"The bank now presented a high, steep face of slippery mud. The only obvious avenue of escape was a paper bark tree near the muddy bank wall. I made the split second decision to leap into its lower branches and climb to safety. I steered [the canoe] to the tree and stood up to jump. At the same instant, the crocodile rushed up alongside the canoe, and its beautiful, flecked golden eyes looked straight into mine.Val Plumwood, an Australian feminist and environmental activist who died last year, describes a nearly fatal attack by a saltwater crocodile (Crocodylus porosus) in her 2000 essay "Being Prey."
Perhaps I could bluff it, drive it away, as I had read of British tiger hunters doing. I waved my arms and shouted, 'Go away!' The golden eyes glinted with interest. I tensed for the jump and leapt. Before my foot even tripped the first branch, I had a blurred, incredulous vision of great toothed jaws bursting from the water. Then I was seized between the legs in a red-hot pincer grip and whirled into the suffocating wet darkness."

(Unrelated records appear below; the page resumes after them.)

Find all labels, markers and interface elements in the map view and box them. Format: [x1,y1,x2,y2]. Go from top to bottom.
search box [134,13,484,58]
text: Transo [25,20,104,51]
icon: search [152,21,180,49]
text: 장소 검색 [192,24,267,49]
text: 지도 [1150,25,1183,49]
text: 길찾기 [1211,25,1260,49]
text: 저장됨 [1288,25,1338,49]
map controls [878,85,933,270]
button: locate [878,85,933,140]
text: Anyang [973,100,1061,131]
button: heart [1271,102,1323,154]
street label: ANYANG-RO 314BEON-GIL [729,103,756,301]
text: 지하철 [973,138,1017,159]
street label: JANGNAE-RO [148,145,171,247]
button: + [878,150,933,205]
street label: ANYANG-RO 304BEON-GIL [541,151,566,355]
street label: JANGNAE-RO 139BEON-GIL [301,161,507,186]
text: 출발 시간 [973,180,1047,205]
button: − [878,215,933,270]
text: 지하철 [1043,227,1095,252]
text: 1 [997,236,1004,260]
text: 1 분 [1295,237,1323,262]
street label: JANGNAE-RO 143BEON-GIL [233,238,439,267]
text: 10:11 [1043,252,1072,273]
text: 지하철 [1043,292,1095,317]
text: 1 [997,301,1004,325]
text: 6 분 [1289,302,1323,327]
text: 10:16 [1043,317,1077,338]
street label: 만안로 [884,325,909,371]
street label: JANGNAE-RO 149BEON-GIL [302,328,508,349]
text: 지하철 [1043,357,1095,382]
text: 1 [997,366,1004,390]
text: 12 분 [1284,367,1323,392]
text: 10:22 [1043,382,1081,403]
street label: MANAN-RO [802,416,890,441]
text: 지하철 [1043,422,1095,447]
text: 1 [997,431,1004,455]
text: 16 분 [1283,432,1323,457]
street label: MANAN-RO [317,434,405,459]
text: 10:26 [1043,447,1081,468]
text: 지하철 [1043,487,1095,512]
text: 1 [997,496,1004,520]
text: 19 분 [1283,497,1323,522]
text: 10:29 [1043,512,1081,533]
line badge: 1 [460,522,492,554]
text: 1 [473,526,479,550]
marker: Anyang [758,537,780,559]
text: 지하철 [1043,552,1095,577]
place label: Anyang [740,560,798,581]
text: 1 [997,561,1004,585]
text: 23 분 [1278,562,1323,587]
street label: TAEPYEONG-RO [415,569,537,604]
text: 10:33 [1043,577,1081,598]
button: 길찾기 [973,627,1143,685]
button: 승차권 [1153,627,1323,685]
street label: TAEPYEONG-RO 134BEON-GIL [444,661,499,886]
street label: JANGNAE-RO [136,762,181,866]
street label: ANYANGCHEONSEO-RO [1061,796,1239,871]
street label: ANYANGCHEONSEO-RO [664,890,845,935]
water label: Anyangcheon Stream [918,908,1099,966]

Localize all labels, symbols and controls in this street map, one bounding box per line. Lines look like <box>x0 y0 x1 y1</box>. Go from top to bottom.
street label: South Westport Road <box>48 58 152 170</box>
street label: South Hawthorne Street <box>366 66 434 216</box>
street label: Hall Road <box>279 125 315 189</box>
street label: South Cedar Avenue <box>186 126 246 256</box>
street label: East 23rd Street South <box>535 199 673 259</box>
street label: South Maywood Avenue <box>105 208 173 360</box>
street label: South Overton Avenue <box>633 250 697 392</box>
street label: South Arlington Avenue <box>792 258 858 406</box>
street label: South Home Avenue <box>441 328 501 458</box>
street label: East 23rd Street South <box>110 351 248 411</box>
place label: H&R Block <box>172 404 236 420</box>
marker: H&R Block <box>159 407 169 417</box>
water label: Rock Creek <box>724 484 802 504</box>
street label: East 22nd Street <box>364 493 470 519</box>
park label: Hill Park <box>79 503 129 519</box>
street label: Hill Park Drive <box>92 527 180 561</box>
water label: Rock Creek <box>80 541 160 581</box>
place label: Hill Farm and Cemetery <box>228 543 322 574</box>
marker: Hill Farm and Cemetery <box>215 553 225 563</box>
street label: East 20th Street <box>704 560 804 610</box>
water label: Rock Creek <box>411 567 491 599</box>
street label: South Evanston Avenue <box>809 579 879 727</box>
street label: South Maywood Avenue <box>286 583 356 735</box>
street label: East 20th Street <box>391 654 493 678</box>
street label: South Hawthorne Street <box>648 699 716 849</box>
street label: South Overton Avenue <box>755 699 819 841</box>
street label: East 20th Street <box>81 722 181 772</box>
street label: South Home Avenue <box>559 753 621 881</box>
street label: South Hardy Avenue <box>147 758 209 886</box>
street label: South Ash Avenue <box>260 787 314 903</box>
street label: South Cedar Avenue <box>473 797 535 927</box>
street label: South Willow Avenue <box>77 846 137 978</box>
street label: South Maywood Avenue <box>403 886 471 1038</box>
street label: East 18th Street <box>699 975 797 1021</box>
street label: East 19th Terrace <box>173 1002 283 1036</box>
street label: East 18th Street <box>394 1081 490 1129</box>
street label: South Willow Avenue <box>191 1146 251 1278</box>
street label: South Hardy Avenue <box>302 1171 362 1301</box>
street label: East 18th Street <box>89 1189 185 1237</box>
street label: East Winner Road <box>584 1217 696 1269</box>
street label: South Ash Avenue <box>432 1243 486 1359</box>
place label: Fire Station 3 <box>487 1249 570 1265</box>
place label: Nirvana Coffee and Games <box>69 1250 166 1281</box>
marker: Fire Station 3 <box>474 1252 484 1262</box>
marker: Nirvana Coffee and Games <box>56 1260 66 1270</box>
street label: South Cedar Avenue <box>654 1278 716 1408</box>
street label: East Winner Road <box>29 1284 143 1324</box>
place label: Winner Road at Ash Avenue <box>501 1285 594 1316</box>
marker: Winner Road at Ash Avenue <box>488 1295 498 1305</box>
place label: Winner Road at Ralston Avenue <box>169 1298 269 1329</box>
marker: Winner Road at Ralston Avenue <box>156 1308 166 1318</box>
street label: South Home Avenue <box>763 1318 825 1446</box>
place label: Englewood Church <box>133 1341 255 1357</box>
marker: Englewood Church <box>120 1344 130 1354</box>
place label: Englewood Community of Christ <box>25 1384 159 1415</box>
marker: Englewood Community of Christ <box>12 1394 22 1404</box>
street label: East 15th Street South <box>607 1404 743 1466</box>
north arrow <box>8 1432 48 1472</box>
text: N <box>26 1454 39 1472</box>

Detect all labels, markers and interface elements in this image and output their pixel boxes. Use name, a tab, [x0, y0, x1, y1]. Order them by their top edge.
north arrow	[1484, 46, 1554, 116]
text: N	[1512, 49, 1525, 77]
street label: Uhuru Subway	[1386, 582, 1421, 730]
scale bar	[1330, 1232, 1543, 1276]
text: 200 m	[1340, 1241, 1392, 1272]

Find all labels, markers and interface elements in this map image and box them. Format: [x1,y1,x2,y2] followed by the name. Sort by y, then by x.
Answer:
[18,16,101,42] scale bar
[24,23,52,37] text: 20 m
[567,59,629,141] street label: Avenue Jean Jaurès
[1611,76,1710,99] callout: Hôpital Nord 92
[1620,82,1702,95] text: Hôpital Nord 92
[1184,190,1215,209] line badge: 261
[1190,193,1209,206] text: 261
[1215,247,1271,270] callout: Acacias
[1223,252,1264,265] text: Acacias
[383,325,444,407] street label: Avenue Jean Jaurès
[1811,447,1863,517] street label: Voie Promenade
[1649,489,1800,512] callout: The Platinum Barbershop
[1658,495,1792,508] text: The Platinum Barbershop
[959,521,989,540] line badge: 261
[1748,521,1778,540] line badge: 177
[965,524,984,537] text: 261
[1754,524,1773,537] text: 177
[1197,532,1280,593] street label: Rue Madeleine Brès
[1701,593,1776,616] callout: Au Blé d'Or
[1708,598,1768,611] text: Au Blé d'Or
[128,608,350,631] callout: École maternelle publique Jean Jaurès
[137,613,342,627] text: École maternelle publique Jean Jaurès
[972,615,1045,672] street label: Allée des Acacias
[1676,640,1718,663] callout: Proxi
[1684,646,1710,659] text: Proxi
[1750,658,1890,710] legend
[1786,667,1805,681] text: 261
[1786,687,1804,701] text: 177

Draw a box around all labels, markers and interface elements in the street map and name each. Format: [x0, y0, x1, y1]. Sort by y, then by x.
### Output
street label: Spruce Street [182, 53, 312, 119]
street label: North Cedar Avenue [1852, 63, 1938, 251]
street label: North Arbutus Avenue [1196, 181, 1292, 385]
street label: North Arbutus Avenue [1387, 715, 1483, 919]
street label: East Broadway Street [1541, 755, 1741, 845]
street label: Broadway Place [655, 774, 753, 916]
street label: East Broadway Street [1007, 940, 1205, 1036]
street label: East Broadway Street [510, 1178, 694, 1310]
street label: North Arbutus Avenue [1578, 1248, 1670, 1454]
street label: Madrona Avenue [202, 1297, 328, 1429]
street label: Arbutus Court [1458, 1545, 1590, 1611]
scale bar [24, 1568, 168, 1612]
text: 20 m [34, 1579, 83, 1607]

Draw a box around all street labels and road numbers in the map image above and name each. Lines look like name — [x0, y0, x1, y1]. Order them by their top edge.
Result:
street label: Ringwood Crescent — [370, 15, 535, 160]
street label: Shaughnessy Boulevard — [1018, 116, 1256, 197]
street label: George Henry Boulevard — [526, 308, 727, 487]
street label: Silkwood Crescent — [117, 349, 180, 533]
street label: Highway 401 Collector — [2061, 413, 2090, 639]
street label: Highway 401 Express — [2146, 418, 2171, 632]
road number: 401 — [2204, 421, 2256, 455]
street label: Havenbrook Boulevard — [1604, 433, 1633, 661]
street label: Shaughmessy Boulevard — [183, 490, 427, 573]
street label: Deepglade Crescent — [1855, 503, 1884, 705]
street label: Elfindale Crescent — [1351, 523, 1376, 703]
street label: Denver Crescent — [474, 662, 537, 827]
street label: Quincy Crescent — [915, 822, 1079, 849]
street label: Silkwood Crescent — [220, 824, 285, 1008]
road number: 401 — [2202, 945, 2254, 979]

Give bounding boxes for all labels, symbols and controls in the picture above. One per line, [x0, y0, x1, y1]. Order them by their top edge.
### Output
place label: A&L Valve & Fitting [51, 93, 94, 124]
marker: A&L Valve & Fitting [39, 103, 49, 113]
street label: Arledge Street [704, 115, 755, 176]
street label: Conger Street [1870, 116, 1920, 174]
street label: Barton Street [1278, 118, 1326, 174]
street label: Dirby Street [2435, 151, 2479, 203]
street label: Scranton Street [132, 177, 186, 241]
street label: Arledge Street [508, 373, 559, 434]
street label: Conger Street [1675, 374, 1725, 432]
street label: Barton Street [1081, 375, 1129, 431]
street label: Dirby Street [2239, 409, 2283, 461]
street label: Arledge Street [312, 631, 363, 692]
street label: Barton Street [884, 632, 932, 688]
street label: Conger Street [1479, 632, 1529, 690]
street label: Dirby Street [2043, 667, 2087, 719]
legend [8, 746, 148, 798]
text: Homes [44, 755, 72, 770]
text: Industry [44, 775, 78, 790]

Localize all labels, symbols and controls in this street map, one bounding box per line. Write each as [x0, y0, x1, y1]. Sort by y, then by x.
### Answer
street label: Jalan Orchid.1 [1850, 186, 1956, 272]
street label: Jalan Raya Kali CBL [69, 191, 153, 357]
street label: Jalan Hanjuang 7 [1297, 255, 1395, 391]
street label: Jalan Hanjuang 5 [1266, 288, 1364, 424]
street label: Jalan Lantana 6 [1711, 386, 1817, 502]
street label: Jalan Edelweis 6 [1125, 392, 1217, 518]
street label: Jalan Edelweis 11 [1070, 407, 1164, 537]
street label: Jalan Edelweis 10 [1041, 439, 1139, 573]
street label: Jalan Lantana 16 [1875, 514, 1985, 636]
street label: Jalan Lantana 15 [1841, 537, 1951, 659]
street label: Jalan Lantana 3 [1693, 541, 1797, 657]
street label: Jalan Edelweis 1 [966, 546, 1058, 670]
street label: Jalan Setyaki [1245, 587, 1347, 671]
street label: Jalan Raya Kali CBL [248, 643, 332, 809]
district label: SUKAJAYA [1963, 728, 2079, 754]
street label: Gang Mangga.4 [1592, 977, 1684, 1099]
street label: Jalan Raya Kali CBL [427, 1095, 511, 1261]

In 1985, in Australia's Kakadu National Park, Plumwood's canoe was repeatedly struck by the crocodile until, capsize imminent, she attempted escape into an overhanging tree. Her attempt failed; the croc took Plumwood underwater and "death rolled" her three times. Incredibly, Plumwood survived the attack. Once she'd managed to surmount the steep bank, her injuries forced her to crawl almost two miles before a park ranger found her.
The terrifying experience inspired Plumwood to ponder the frayed relationship between humanity and the rest of the animal kingdom. In the course of doing so, she questioned the usual motivation for adopting a vegetarian diet.
"Although I had been a vegetarian for some ten years before the encounter with the crocodile and remain one today, this knowledge makes me wary of the kind of uncontextualized foundation for vegetarianism that suggests that predation is either a negligible anomaly or an unredeemable ethical deficiency in the ecosystem. The presentation of the food chain as a (potentially) peaceful order ideally subject to nonviolent reconfiguration leads ultimately toward the thoroughly anti-ecological position that the earth is ethically improved by the elimination of predation."I couldn't agree more. Similar thinking inspired me, five years ago, to become a vegetarian unless I kill or catch the animal myself. Predation is natural, even when we are the prey.